The cost-saving move of scaling down to two LMP1 entries for this season's World Endurance Championship blue riband in the wake of the 'dieselgate' emissions row to engulf parent company Volkswagen will remain in place for 2017, the two manufacturers have confirmed.
Head of Audi Sport Wolfgang Ullrich told Autosport: "Three cars is not in the plan.
"We have reorganised our structure for two cars. It would not be an efficient use of resources to restructure from three to two and then go from two back to three."
Porsche LMP1 team principal Andreas Seidl said a return to the three-car team of 2015 was "not a topic for discussion".

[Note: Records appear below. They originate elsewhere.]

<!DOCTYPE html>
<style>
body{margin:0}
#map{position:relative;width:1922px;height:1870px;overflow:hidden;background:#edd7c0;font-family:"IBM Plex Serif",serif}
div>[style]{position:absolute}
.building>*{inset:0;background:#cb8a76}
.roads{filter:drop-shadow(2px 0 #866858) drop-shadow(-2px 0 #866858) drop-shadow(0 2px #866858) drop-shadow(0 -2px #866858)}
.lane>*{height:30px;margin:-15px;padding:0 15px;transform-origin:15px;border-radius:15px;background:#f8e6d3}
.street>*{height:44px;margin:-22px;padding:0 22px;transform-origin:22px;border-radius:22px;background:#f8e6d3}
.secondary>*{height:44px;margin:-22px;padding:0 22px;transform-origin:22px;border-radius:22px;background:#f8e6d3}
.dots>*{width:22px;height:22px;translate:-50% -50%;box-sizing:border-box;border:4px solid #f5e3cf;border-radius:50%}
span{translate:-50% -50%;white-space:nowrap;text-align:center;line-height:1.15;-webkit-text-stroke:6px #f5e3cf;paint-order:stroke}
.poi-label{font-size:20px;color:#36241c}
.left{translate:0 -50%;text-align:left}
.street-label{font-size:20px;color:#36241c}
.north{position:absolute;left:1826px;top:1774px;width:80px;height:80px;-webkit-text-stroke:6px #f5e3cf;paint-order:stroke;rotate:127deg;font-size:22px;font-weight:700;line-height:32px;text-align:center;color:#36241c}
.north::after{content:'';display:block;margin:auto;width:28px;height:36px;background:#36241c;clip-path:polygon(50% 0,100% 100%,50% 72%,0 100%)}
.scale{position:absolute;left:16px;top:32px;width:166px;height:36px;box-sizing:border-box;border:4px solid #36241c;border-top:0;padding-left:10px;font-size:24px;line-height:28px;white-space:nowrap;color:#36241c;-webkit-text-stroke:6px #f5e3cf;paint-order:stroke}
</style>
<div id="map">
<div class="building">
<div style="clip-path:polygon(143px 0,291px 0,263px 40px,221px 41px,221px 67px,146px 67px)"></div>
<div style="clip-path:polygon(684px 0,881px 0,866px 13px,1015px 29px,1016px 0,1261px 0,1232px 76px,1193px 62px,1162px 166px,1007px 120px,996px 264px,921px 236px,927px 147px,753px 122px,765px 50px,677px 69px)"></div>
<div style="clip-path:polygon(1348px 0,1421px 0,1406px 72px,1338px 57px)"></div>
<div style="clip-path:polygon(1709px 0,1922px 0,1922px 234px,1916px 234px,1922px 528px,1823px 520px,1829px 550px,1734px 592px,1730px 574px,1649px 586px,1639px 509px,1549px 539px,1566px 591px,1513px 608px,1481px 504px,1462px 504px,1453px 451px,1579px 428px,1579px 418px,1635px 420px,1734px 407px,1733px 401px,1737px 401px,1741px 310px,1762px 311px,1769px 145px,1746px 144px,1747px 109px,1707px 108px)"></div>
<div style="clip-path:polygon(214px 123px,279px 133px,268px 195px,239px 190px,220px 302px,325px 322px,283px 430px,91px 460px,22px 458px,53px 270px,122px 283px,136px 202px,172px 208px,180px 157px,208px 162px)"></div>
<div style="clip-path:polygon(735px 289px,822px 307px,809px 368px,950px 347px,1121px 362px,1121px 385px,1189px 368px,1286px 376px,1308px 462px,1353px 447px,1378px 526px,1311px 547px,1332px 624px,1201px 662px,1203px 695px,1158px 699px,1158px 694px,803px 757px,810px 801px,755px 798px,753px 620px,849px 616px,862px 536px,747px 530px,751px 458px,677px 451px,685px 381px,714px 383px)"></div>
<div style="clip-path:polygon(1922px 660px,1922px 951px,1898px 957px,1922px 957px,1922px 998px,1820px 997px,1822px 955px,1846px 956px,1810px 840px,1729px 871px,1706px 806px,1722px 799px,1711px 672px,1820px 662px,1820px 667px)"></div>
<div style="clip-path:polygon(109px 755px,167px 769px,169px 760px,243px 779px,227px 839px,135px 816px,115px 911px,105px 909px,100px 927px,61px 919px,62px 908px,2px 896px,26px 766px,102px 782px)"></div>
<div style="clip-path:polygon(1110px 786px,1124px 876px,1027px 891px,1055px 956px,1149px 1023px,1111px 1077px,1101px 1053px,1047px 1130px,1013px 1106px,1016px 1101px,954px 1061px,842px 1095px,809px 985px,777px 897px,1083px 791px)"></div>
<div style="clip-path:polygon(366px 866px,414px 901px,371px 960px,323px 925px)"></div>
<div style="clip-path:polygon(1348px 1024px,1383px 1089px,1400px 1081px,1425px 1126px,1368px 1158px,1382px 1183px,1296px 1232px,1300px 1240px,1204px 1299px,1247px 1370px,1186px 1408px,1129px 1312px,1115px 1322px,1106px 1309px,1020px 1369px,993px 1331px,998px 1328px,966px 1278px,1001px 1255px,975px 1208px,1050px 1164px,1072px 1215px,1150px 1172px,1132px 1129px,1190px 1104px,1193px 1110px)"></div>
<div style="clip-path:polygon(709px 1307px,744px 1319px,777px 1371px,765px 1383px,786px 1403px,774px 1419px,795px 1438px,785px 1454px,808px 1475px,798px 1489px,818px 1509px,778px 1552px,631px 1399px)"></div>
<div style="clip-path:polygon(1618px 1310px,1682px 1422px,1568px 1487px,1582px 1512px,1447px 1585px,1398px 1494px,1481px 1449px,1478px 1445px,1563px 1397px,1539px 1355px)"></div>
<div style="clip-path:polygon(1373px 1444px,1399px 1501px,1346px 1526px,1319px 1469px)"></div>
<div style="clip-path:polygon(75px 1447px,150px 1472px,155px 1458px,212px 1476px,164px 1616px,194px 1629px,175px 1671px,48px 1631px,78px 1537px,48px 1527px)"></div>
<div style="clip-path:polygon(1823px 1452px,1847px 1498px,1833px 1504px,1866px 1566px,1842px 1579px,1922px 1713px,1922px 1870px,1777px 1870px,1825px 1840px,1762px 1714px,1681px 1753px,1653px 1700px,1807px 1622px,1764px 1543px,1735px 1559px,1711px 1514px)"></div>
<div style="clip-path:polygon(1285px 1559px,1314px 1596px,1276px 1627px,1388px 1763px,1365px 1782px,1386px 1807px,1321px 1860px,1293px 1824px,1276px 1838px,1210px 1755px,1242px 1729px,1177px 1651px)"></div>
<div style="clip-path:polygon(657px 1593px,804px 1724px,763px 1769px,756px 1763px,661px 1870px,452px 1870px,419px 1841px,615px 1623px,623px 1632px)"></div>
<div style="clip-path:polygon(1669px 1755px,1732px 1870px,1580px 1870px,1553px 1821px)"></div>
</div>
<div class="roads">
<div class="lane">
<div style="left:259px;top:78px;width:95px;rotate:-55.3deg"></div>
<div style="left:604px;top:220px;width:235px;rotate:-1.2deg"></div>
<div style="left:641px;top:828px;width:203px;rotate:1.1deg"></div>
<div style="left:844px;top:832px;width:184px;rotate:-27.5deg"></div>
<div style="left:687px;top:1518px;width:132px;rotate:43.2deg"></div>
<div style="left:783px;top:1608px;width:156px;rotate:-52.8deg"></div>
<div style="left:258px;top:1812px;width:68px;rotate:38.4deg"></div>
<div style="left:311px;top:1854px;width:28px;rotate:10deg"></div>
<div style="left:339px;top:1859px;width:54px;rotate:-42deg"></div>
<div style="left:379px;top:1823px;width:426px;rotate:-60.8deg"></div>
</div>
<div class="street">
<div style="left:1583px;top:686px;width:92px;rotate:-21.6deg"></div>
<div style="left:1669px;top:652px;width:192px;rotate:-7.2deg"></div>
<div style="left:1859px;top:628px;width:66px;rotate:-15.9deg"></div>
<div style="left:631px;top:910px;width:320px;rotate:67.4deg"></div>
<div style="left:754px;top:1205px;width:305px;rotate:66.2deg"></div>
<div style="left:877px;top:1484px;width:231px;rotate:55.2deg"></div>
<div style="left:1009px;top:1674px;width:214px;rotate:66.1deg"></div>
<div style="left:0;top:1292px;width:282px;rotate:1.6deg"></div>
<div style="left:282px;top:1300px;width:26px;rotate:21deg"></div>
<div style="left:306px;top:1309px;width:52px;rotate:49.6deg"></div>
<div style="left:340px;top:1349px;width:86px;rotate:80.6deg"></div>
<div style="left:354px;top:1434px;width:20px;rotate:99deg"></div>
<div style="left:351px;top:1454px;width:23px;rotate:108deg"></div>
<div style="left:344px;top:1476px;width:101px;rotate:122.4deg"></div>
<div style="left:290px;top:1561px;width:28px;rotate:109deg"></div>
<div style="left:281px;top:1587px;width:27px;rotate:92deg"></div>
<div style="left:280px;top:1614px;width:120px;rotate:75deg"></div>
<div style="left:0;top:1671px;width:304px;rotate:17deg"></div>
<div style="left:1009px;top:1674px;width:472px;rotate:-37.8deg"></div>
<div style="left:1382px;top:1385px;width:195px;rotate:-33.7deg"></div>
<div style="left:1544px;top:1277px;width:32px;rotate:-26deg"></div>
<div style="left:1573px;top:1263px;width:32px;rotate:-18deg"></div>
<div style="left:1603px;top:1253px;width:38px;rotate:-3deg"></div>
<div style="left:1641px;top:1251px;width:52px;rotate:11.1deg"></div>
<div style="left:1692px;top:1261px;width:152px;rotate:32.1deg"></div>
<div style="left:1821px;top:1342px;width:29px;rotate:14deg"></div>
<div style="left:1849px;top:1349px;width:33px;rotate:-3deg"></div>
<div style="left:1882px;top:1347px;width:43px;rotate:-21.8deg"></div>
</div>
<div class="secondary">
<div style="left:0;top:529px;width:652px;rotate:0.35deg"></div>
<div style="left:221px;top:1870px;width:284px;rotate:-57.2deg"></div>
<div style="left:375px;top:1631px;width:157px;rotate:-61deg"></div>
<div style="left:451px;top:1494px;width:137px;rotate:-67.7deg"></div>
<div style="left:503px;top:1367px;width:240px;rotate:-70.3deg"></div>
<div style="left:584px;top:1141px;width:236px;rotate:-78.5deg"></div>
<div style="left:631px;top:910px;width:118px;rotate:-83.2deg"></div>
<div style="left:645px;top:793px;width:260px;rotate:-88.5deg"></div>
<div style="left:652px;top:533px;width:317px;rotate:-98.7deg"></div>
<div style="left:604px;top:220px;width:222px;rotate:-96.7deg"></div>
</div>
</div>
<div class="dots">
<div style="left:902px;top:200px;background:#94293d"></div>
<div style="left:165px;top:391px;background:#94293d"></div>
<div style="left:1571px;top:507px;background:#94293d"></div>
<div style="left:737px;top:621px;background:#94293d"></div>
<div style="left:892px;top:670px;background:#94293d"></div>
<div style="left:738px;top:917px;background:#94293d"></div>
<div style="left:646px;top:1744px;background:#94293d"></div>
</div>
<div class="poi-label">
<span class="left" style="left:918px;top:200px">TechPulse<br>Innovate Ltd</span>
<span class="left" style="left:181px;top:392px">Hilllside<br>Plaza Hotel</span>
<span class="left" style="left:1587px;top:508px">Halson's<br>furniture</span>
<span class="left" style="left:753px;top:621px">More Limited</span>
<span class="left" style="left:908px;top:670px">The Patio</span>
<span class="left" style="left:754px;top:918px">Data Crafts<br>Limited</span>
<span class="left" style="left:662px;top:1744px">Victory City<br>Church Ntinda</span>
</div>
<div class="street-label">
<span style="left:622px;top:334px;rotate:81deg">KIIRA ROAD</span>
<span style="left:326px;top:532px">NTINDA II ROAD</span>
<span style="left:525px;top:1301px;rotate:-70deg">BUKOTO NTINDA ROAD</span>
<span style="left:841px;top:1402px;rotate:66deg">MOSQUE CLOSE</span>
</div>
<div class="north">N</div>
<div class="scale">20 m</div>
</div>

"We have to use our budget efficiently," he explained.
"We have realised that it is such a big workload going from two to three cars."
Toyota, which has yet to field an additional entry at Le Mans since its return to the pinnacle of sportscar racing on the rebirth of the WEC in 2012, has left the door open on a third car for next season.
"We have still to reach a decision on that," said Toyota Motorsport GmbH technical director Pascal Vasselon, whose team lost victory in this year's 24 Hours with five minutes to go.
"Had we entered three cars this year, maybe we would have been able to win Le Mans,"
Toyota's philosophy has always been against compromising development of its LMP1 contender by diverting resources to field an additional car in the 24 Hours.